**Exercise directions:** In the data below, find every line with the string "Quick" and pull it out.

**Task material:**
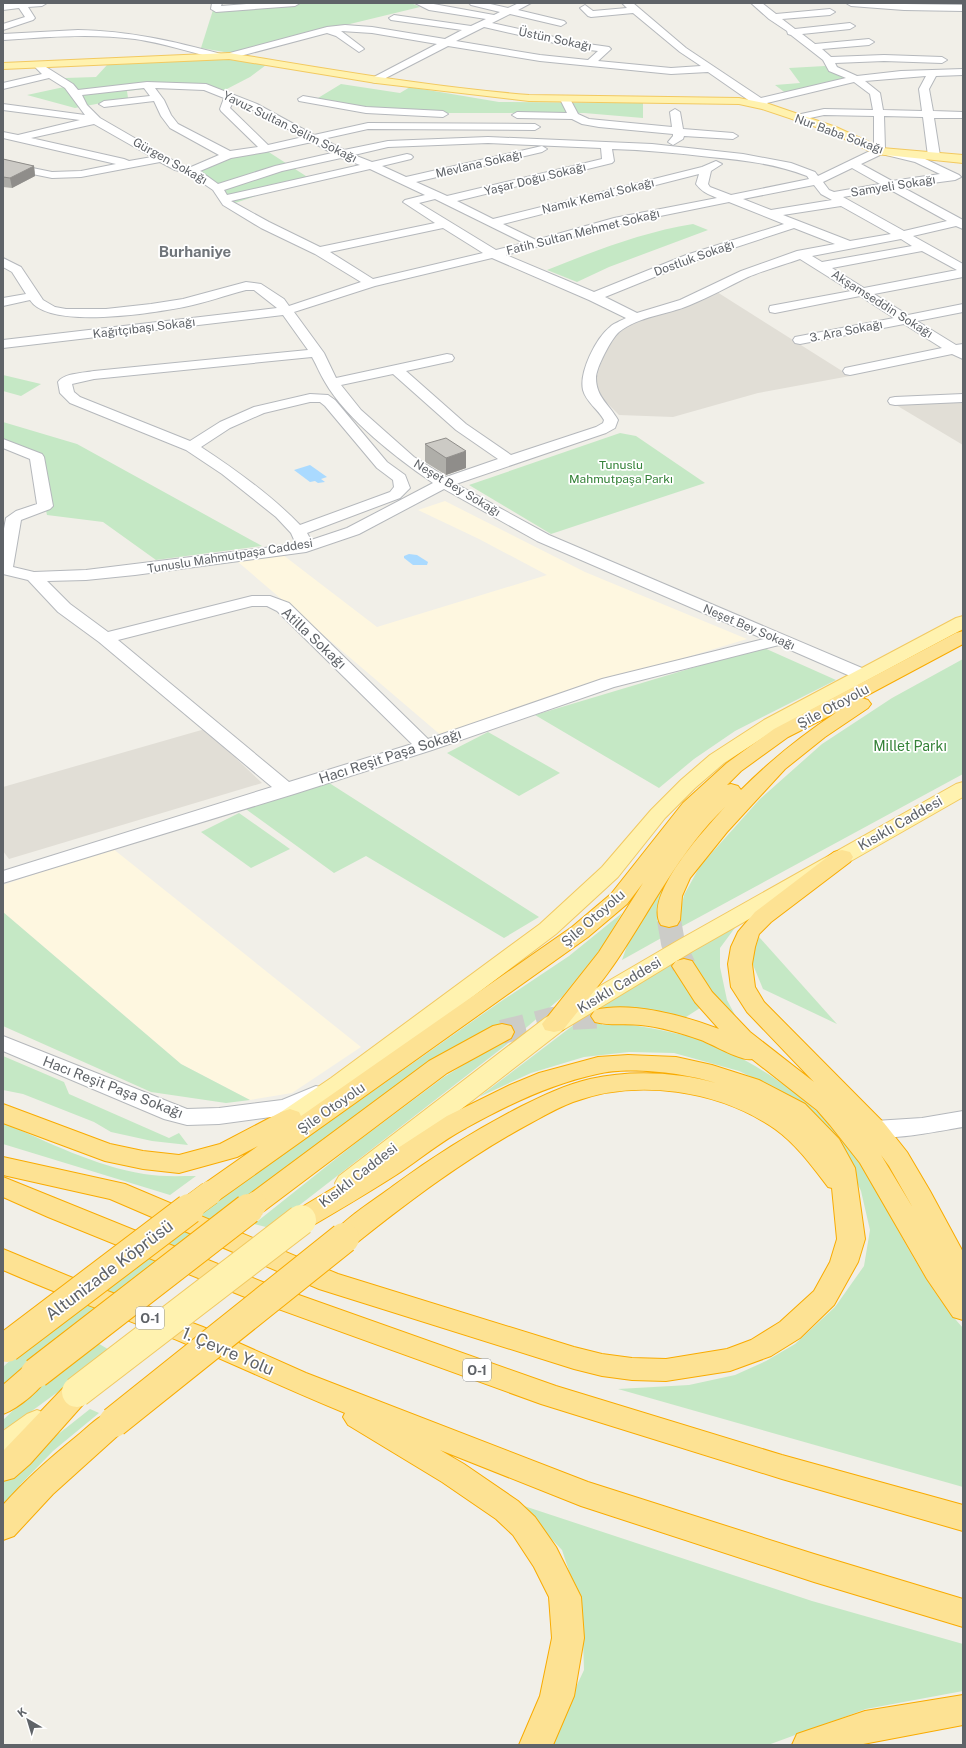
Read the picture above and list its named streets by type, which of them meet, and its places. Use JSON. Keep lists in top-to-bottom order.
{
  "streets": {
    "highway": [
      "Şile Otoyolu",
      "Altunizade Köprüsü",
      "O-1",
      "1. Çevre Yolu"
    ],
    "main road": ["Nur Baba Sokağı", "Kısıklı Caddesi"],
    "street": [
      "Üstün Sokağı",
      "Yavuz Sultan Selim Sokağı",
      "Gürgen Sokağı",
      "Mevlana Sokağı",
      "Yaşar Doğu Sokağı",
      "Samyeli Sokağı",
      "Namık Kemal Sokağı",
      "Fatih Sultan Mehmet Sokağı",
      "Dostluk Sokağı",
      "Akşamseddin Sokağı",
      "Kağıtçıbaşı Sokağı",
      "3. Ara Sokağı",
      "Neşet Bey Sokağı",
      "Tunuslu Mahmutpaşa Caddesi",
      "Atilla Sokağı",
      "Hacı Reşit Paşa Sokağı"
    ]
  },
  "crossings": [
    ["Yavuz Sultan Selim Sokağı", "Gürgen Sokağı"],
    ["Yavuz Sultan Selim Sokağı", "Mevlana Sokağı"],
    ["Yavuz Sultan Selim Sokağı", "Yaşar Doğu Sokağı"],
    ["Yavuz Sultan Selim Sokağı", "Namık Kemal Sokağı"],
    ["Yavuz Sultan Selim Sokağı", "Fatih Sultan Mehmet Sokağı"],
    ["Nur Baba Sokağı", "Gürgen Sokağı"],
    ["Nur Baba Sokağı", "Fatih Sultan Mehmet Sokağı"],
    ["Gürgen Sokağı", "Fatih Sultan Mehmet Sokağı"],
    ["Fatih Sultan Mehmet Sokağı", "Kağıtçıbaşı Sokağı"],
    ["Fatih Sultan Mehmet Sokağı", "Neşet Bey Sokağı"],
    ["Akşamseddin Sokağı", "3. Ara Sokağı"],
    ["Kağıtçıbaşı Sokağı", "Neşet Bey Sokağı"],
    ["Neşet Bey Sokağı", "Tunuslu Mahmutpaşa Caddesi"],
    ["Neşet Bey Sokağı", "Hacı Reşit Paşa Sokağı"],
    ["Atilla Sokağı", "Hacı Reşit Paşa Sokağı"],
    ["Şile Otoyolu", "Kısıklı Caddesi"],
    ["Şile Otoyolu", "Altunizade Köprüsü"],
    ["O-1", "1. Çevre Yolu"]
  ],
  "districts": ["Burhaniye"],
  "parks": ["Tunuslu Mahmutpaşa Parkı", "Millet Parkı"],
  "north": "top left"
}
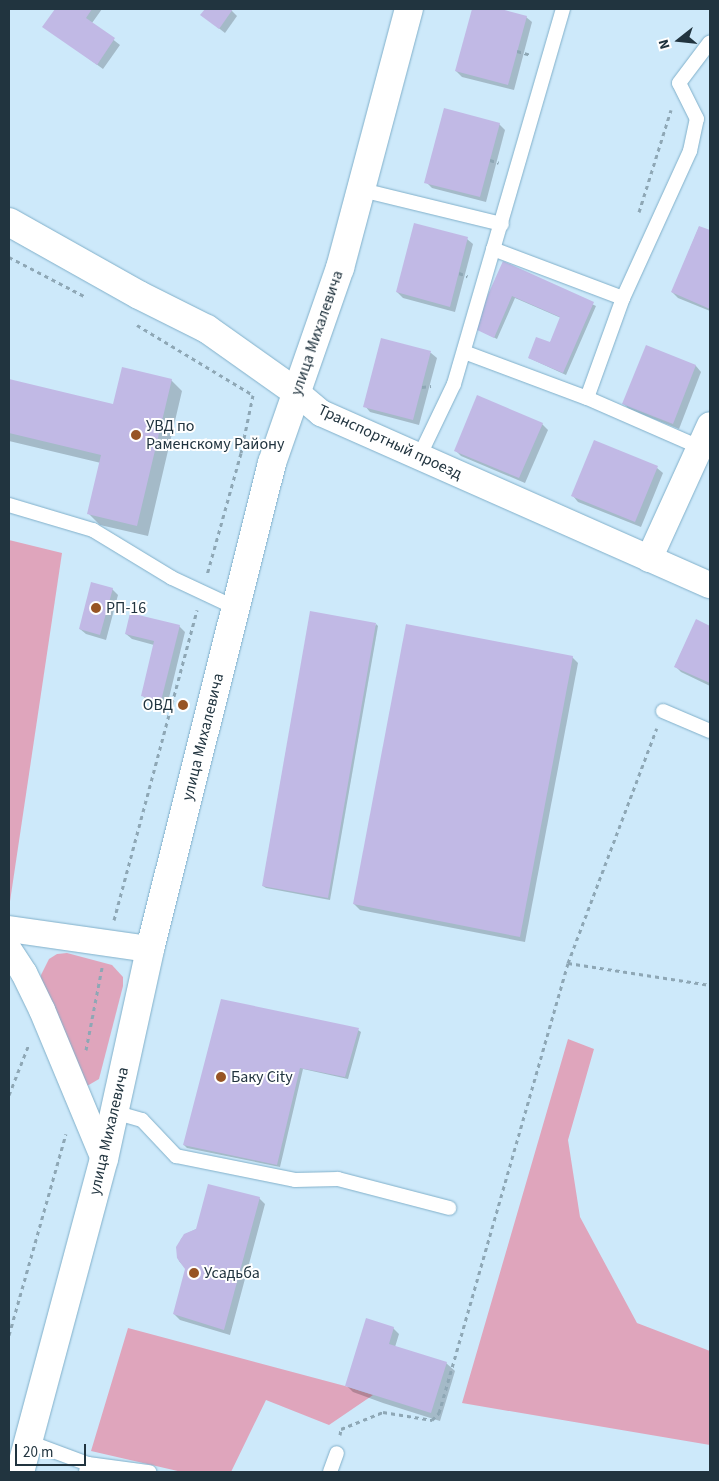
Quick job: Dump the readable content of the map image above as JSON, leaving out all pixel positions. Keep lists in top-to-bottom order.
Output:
{
  "streets": {
    "main road": ["улица Михалевича", "Транспортный проезд"]
  },
  "crossings": [
    ["улица Михалевича", "Транспортный проезд"]
  ],
  "places": [
    "УВД по Раменскому Району",
    "РП-16",
    "ОВД",
    "Баку City",
    "Усадьба"
  ],
  "scale_bar": "20 m",
  "north": "left"
}
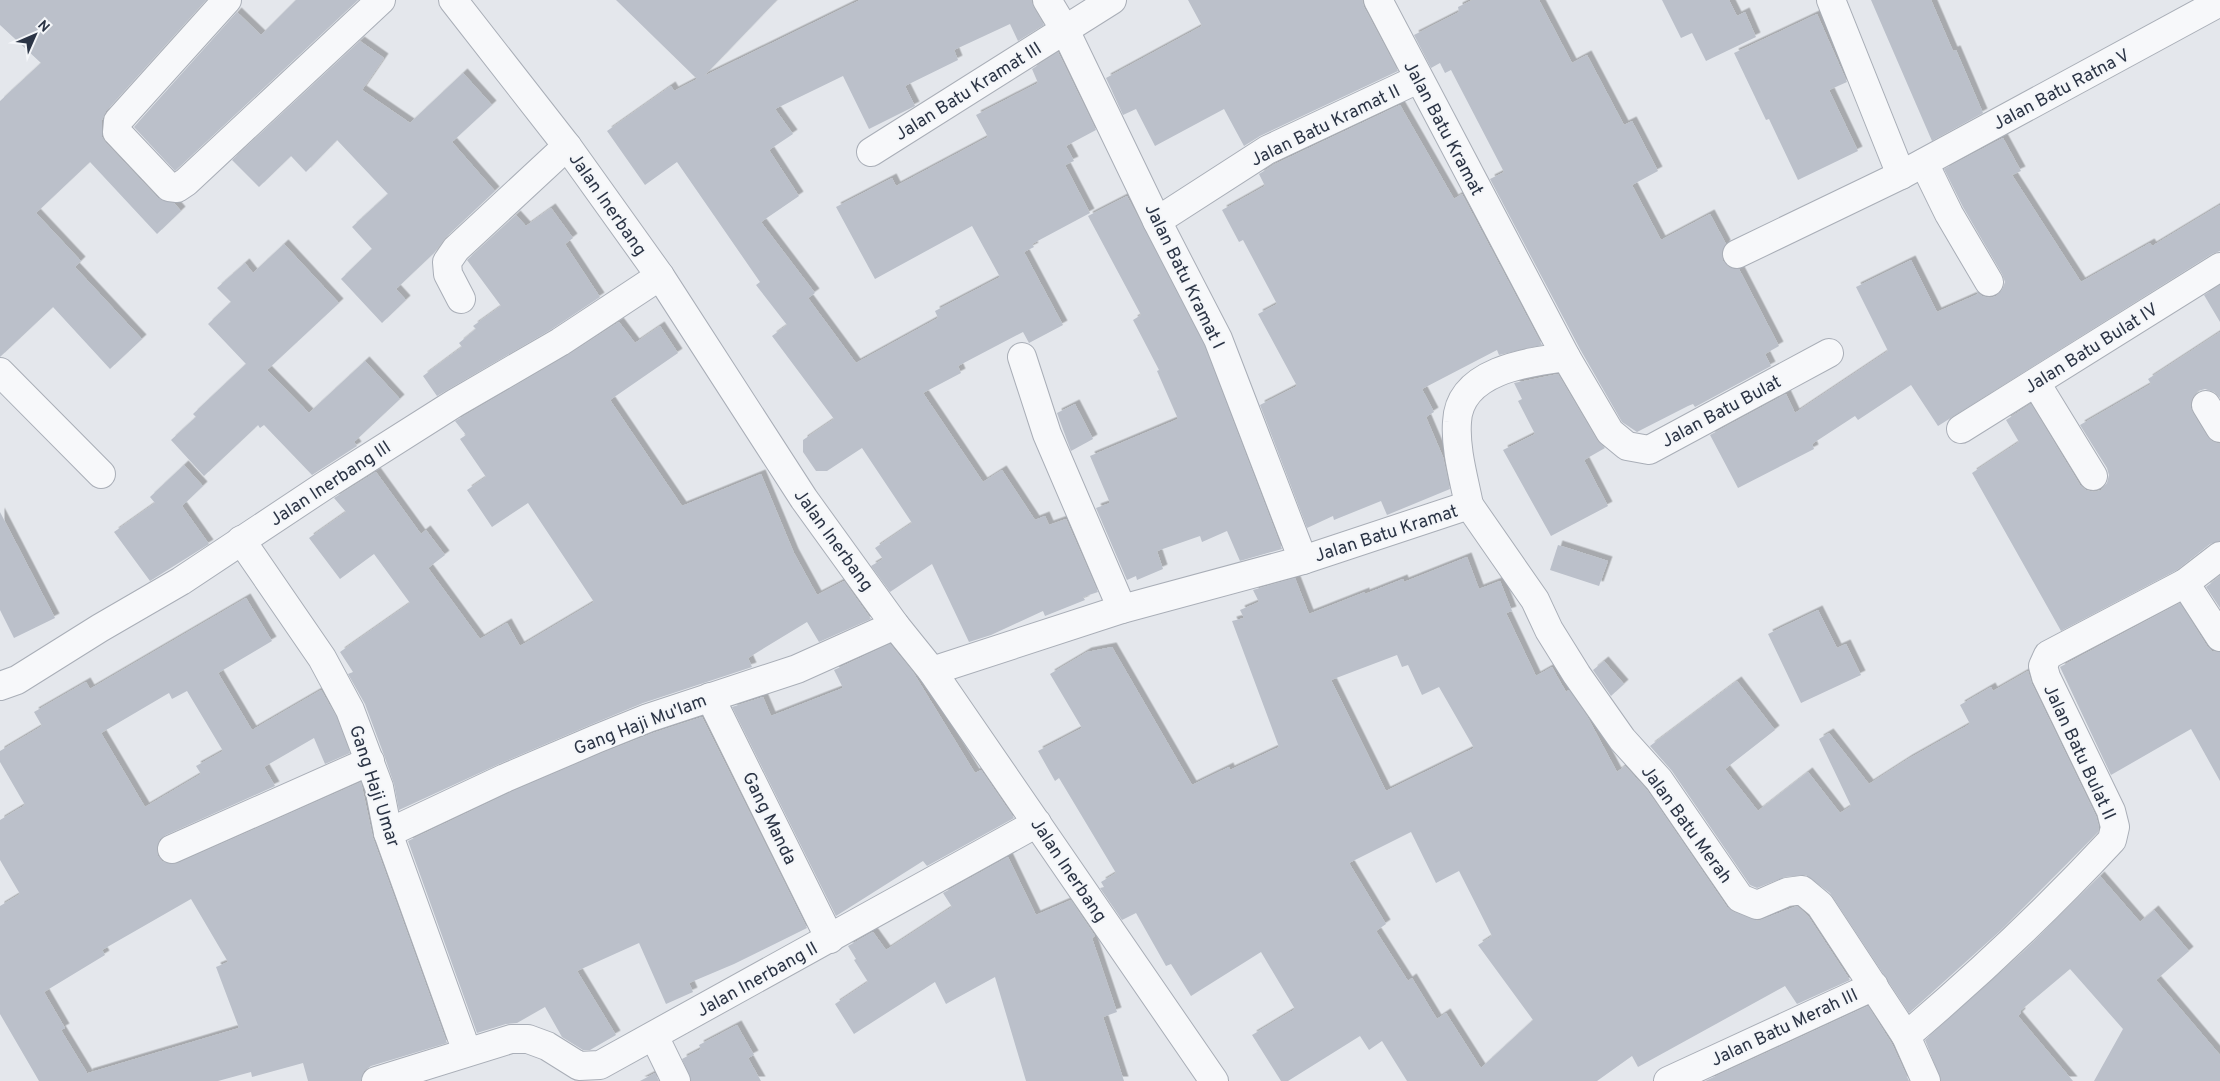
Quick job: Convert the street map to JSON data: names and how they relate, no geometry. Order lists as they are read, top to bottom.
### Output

**Task output:**
Quick job: Dump the readable content of the map image above as JSON, leaving out all pixel positions. Keep lists in top-to-bottom order.
Quick job: Convert the street map to JSON data: names and how they relate, no geometry. Order lists as they are read, top to bottom.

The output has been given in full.